By that September, negotiations were well underway for Edward to marry Bona of Savoy, the teenaged sister-in-law of the King of France. Although Edward was leaning more towards Burgundy in his foreign policy, this would bring the Yorkists an important dynastic connection and help validate the regime change. It would have been a far shrewder political move than to ally himself with a Lancastrian widow with two sons, from a large and ambitious family. When Parliament met at Reading to finalise the match, Edward was forced to reveal he was actually married. In fact, England had already had a queen for five months.

Tradition has placed Edward and Elizabeth's wedding on May 1. If we accept this in the absence of any other evidence, the date itself may provide us with clues about the groom's intentions. If he chose May Day to make his promises, Edward would have been exploiting a centuries-old tradition that allowed normal social relations to be inverted, women to dominate men and servants overrule masters. It was a time of rule-breaking, topsy-turvy and carnival. Mock kings and queens were crowned from among the servants, presiding over pretend courts and punishing their enemies. They could even be fined if they refused to take part. The social underdog was celebrated with outlaws such as the legendary Robin Hood featuring in pageants and plays. A degree of sexual licence was also tolerated, with later Puritans critical of it being an excuse for the deflowering of a large number of virgins. Everyone knew that for a brief window, the normal hierarchy was suspended but, that in a few hours all would return to normal. Edward's marriage was opportunistic, even potentially reversible. If necessary, it could be dismissed as part of the May Day tradition. He could have undergone some sort of ceremony in anticipation of merely bedding the beauty, as chroniclers suggest he did with other women and still marry his foreign princess, the "right" queen. Edward, however, fell in love.
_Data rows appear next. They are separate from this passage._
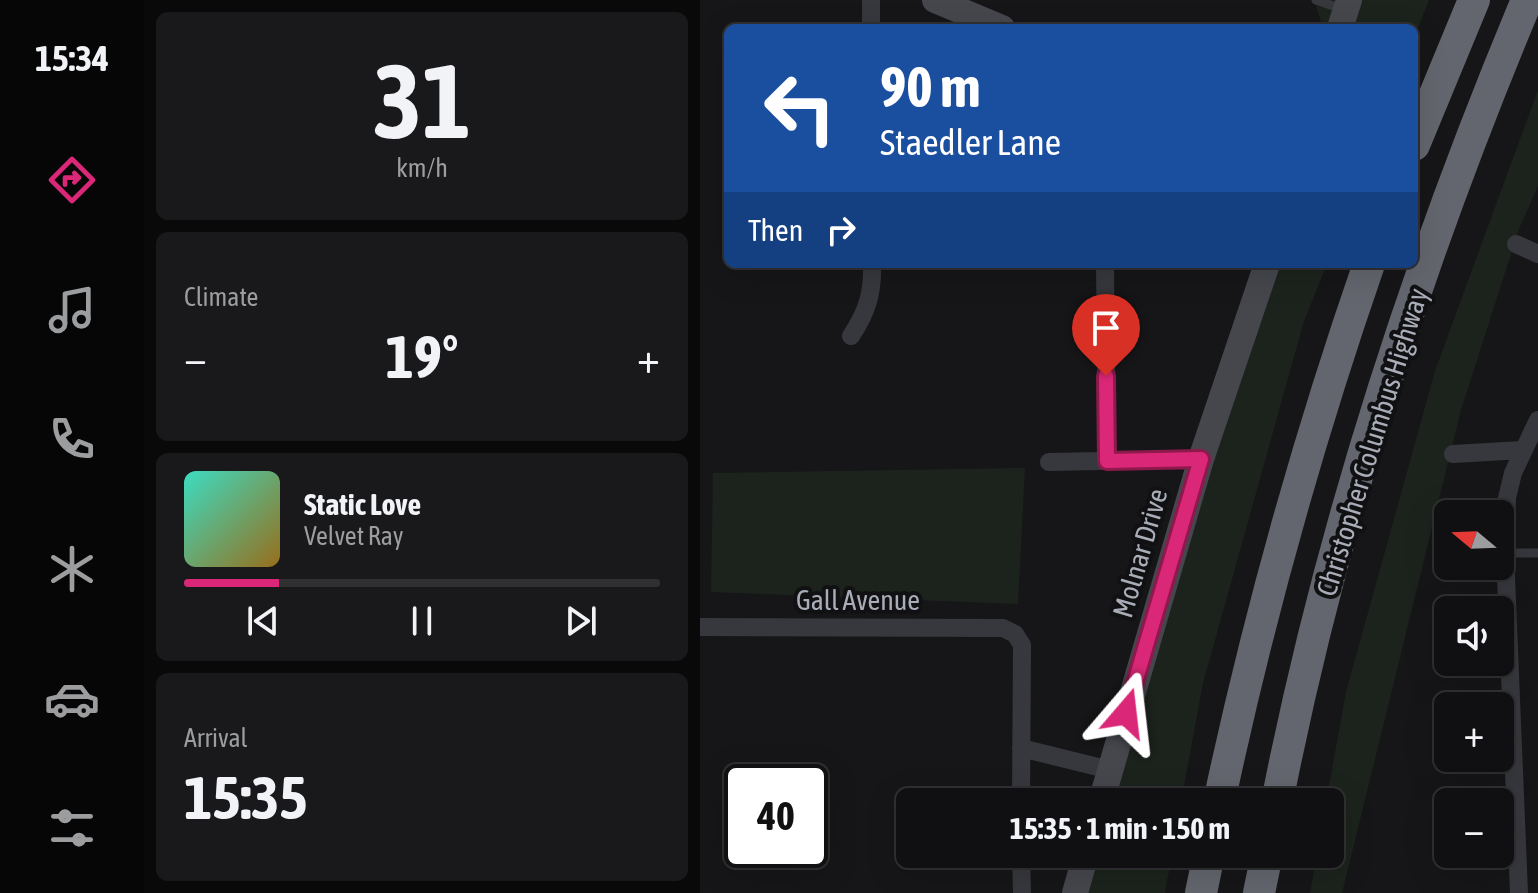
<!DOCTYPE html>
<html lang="en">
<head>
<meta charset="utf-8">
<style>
  :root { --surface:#101012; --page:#19191b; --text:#f1f3f6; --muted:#9c9d9f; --line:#303032; --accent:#db2777 }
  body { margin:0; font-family:"Asap Condensed",sans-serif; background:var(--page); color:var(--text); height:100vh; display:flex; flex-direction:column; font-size:30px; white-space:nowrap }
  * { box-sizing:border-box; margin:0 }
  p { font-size:26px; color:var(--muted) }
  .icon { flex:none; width:44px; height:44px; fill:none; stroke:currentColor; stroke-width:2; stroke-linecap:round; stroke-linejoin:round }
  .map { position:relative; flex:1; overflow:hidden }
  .side { display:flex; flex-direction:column; gap:12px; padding:12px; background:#09090a; width:556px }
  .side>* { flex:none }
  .top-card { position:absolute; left:24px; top:24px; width:694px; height:244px; border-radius:12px; box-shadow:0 8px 32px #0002,0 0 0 2px var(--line); background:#1a4fa0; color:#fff; overflow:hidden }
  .needle { width:52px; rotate:289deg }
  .buttons { position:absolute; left:734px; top:500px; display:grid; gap:16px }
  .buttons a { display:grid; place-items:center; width:80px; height:80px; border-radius:12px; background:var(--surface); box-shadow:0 8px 32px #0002,0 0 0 2px var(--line); font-size:40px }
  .speed { position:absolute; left:24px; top:764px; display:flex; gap:16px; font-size:40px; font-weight:700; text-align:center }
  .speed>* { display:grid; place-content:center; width:104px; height:104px; border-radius:50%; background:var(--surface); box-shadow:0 8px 32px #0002,0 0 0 2px var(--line); line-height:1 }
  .speed .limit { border:4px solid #111; border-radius:12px; background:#fff; color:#111 }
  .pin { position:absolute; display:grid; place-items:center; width:68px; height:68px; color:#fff; margin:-82px -34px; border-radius:50% 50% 50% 0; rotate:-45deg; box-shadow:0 0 8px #0007 }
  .pin .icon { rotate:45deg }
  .me { position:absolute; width:88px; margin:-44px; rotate:17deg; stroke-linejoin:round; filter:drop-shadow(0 0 6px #0008) }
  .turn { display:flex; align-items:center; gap:28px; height:168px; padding:0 24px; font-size:36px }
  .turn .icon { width:104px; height:104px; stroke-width:2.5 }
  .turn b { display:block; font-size:56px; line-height:68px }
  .then { display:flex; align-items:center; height:76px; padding:0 24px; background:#0003; gap:16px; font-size:30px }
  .big { font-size:60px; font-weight:700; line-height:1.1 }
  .side .widget { flex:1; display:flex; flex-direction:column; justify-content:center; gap:12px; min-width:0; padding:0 28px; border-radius:12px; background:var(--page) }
  .side .dial { align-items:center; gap:0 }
  .dial b { font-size:104px; line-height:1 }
  .song { display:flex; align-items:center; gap:24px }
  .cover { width:96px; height:96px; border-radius:12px; background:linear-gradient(135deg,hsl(170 70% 55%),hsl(40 70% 35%)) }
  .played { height:8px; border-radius:4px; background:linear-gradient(90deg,var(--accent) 20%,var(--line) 20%) }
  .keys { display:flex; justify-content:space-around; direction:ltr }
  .heat { display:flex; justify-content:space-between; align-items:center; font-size:44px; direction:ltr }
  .trip { position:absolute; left:196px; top:788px; width:448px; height:80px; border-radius:12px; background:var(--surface); box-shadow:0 8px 32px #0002,0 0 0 2px var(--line); font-weight:700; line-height:80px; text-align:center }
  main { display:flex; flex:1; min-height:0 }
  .tab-bar { display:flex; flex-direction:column; width:144px; justify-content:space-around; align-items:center; background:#060607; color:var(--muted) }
  .tab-bar .icon { width:56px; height:56px }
  .tab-bar .selected { color:var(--accent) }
  .tab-bar b { font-size:36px; color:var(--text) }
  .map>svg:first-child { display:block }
</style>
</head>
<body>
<main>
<nav class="tab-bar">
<b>15:34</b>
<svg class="icon selected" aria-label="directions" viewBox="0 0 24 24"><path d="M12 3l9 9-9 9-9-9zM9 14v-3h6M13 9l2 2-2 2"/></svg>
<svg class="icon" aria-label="music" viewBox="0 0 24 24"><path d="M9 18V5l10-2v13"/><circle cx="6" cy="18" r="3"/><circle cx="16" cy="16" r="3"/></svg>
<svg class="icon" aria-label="phone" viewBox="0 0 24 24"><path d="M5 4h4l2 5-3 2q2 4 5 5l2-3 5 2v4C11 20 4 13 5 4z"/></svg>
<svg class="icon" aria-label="climate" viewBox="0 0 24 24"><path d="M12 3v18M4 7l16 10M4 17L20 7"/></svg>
<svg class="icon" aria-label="car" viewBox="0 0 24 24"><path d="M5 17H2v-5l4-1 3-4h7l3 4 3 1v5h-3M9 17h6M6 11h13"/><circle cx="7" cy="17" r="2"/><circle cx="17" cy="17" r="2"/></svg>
<svg class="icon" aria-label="filters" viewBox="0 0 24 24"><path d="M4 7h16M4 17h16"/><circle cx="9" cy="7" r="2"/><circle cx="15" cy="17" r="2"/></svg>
</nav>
<section class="side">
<div class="widget dial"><b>31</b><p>km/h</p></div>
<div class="widget"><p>Climate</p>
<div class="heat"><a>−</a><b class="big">19°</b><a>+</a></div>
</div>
<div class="widget">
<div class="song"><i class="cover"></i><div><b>Static Love</b><p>Velvet Ray</p></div></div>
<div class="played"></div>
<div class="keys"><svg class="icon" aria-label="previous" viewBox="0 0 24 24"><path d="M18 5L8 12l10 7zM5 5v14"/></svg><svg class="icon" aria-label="pause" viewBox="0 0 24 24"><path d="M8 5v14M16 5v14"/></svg><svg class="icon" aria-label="next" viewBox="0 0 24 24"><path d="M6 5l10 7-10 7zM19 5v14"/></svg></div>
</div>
<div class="widget"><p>Arrival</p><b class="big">15:35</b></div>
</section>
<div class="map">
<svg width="838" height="893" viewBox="0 0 838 893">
  <rect width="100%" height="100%" fill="#161618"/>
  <!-- green -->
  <path fill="#1c231d" d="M614,0H729L714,38V28H623Z
    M838,90V186L819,229L761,410L642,893H610L617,854H630V802H626L646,692L735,371Z
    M571,264H627L604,321L503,683L481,802H411Z
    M325,468L318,604L11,592L13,473Z
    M396,854H472L465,893H384Z"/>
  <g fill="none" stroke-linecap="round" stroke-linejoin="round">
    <!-- lane -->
    <path stroke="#37383d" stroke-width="9" d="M616,0L642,9
      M805,553H838"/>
    <!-- street -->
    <path stroke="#37383d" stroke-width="18" d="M171,0V28
      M816,244L838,254
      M405,264L407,461
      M151,336C167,312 173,293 172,264
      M753,454L822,450
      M349,462L501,459
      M0,627L303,628L315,634L322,645L321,802
      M321,748L410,770
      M321,854L322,893
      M819,893L805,553L807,498L813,473L838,420"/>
    <!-- secondary -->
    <path stroke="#45474d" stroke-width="26" d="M235,0L302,28
      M640,28L649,0
      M401,802L501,459L567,264
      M375,893L386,854"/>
    <!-- highway -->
    <path stroke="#63666e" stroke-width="32" d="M714,145L774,0
      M519,802C558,619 608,440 669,264
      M577,802C631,527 719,258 827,0
      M501,893L509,854
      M559,893L567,854"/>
  </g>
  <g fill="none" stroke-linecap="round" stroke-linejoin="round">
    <defs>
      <path id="route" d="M406,376L407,461L501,459L426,713"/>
    </defs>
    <!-- route casing -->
    <use href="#route" stroke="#8e194d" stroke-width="20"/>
    <!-- route -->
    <use href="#route" stroke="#db2777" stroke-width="14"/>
  </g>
  <g text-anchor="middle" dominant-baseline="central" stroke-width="8" stroke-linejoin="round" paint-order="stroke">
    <!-- street labels -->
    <g font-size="28" fill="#a8adb8" stroke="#111113">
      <text transform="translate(672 442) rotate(-73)">Christopher Columbus Highway</text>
      <text transform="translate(440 553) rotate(-74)">Molnar Drive</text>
      <text x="158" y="600">Gall Avenue</text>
    </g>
  </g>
</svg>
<div class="buttons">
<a><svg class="needle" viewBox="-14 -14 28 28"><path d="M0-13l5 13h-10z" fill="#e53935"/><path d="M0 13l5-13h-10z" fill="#9c9d9f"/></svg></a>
<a><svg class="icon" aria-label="sound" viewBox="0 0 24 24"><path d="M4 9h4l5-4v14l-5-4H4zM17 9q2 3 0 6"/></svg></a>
<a>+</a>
<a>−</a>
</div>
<div class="speed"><div class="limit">40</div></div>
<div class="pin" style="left:406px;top:376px;background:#d93025"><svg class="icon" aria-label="arrive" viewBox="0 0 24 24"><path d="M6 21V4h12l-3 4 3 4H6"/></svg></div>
<svg class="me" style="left:426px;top:713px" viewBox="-20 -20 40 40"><path d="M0-17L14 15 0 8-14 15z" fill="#db2777" stroke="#fff" stroke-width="4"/></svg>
<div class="trip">15:35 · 1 min · 150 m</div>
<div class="top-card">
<div class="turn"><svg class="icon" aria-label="left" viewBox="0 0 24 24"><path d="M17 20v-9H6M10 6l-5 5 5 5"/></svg><div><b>90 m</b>Staedler Lane</div></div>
<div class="then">Then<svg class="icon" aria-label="right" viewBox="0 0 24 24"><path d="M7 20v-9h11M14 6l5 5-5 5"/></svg></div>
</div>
</div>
</main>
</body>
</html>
The notion of Edward marrying cynically amid a mood of national role-reversal will not be popular. Viewers of the White Queen series will be looking to enjoy Gregory's portrayal of the fairy-tale attraction that became a rollercoaster marriage. Thanks to various fictional portrayals, the first Yorkist King and Queen have become entrenched in the popular imagination as a devoted and romantic couple. Yet this does not preclude Edward's later affairs, the most notorious being with Jane Shore. If he was capable of that, he was also able to marry in secret and "trial" his wife before announcing his actions to the world. The date gave him his escape clause and he would not be the first or last English king to require one. Even if Elizabeth ended up as England's Queen, which no one had really intended, except perhaps her mother, she started off as another of the lusty young king's exploits.
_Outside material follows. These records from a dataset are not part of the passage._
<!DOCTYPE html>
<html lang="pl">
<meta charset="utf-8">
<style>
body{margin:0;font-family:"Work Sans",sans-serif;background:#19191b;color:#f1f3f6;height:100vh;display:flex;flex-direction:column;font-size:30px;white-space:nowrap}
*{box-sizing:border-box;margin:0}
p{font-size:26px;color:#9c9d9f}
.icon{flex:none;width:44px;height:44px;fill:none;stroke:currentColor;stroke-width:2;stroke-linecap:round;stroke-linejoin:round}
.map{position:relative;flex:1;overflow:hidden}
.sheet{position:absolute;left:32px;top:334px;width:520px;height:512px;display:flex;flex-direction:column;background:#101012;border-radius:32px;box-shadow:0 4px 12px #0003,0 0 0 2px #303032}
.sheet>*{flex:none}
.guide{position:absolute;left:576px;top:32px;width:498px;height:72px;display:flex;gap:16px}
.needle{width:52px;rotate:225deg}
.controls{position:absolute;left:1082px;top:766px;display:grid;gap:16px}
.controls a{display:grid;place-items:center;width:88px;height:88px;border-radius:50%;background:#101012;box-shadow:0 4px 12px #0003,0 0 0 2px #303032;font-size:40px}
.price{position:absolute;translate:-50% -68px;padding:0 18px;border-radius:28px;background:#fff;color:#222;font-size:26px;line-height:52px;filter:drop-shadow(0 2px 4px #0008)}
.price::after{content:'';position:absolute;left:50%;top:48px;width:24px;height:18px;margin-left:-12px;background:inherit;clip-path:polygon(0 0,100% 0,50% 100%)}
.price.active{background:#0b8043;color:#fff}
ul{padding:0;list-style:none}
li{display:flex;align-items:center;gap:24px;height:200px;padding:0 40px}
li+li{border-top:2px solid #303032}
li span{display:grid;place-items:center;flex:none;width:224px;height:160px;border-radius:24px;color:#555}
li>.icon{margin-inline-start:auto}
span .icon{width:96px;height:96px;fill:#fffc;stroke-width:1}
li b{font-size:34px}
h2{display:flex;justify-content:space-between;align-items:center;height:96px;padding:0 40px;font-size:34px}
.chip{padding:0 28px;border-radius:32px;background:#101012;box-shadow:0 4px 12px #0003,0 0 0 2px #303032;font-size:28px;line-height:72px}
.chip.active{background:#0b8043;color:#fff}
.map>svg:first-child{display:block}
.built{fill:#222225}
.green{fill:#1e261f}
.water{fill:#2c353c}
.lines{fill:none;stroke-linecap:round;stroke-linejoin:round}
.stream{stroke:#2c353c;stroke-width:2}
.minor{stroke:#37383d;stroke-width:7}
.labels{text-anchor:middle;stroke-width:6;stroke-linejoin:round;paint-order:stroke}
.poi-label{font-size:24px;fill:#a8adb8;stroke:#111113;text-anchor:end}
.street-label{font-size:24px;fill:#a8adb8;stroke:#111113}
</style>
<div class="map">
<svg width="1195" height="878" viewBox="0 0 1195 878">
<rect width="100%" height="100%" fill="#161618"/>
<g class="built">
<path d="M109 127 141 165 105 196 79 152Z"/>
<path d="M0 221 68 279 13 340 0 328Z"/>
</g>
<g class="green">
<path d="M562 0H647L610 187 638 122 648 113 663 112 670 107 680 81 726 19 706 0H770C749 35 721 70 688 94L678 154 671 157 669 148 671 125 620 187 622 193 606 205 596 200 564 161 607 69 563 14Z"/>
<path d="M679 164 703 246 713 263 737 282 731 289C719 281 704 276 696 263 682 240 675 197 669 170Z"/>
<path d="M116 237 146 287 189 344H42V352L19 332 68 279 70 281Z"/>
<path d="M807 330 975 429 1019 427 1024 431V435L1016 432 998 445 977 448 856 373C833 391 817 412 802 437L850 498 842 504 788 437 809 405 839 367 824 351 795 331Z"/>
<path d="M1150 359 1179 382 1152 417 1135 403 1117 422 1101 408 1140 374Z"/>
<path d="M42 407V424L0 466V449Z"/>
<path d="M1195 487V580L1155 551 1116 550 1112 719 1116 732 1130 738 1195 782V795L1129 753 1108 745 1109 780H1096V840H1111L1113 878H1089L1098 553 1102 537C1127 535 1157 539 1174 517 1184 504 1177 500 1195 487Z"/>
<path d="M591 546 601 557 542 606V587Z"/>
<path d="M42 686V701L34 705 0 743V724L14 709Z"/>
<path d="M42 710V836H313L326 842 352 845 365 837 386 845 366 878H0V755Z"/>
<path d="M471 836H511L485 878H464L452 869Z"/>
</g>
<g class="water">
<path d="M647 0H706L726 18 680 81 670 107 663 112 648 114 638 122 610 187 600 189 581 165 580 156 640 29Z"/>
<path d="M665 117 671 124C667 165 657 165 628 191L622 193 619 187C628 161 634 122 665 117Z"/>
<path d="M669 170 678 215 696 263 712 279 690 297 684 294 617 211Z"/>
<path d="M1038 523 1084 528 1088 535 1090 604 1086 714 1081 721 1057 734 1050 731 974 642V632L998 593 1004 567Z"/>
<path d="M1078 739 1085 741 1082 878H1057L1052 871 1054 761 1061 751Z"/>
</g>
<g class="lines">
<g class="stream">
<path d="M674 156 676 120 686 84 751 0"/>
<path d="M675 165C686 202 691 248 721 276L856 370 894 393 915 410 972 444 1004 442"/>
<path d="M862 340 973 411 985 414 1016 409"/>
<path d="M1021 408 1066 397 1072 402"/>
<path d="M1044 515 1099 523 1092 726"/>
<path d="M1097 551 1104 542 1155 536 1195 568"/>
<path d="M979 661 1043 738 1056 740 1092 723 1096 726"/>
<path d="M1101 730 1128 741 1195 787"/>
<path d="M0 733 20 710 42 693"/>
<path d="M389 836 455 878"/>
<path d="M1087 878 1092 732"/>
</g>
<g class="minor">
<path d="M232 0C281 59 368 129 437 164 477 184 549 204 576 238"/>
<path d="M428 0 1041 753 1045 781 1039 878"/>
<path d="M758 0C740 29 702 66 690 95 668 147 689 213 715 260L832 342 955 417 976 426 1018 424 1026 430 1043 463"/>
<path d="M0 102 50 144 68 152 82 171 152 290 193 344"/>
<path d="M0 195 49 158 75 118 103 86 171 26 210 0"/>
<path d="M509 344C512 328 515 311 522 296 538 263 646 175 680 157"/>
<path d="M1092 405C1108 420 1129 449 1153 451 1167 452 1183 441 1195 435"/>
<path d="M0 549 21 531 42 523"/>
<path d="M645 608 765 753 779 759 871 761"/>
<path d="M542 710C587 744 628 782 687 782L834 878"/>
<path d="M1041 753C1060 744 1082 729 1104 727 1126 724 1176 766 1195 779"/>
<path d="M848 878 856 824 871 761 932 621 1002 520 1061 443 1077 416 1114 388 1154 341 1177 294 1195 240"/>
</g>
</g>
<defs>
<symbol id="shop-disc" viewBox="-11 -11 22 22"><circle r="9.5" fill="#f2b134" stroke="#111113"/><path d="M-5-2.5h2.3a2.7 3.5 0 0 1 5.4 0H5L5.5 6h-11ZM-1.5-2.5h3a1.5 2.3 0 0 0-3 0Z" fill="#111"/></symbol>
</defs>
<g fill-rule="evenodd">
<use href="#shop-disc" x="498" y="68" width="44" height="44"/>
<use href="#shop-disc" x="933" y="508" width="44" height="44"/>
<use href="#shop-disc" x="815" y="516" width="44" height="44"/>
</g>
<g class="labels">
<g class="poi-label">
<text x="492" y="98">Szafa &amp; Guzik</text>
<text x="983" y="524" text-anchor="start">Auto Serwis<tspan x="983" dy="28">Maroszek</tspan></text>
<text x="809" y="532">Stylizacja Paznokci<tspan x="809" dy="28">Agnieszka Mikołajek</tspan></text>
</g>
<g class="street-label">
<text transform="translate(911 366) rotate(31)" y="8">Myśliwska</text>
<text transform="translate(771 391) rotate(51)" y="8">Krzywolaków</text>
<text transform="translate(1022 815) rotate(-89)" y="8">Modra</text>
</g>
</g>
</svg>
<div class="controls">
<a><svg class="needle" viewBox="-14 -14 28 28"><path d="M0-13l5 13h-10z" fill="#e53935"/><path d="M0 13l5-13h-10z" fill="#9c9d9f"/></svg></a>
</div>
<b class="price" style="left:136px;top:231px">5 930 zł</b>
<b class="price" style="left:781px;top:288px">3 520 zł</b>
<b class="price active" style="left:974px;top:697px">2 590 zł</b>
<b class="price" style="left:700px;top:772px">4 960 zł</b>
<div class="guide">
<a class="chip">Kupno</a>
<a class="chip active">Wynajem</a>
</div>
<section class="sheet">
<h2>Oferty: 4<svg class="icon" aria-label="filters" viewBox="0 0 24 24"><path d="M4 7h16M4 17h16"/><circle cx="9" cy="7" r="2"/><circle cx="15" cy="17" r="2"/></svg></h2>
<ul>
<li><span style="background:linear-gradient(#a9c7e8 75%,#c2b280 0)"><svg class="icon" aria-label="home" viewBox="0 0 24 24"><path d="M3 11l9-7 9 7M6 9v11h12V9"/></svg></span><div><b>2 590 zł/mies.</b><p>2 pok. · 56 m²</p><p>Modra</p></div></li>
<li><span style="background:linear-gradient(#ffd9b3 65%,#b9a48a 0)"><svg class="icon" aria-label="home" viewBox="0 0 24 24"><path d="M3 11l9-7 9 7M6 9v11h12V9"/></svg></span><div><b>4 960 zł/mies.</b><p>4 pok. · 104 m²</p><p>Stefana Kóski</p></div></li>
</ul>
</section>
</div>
The marriage did not prove popular. The new queen's suitability was questioned, as well as the validity of the match but not the date, as Edward's secrecy had obscured the details. No banns were published, there were barely any witnesses and he told his household that he had been out hunting. Reputedly, he was smuggled into his bride's bedchamber by her mother and after that, her beauty kept him bewitched for the next nineteen years. He fell in love and decided to keep her. During Edward's lifetime, the overwhelming consensus was that Elizabeth was the wrong Queen for England. Perhaps, at the start, her husband had thought so too.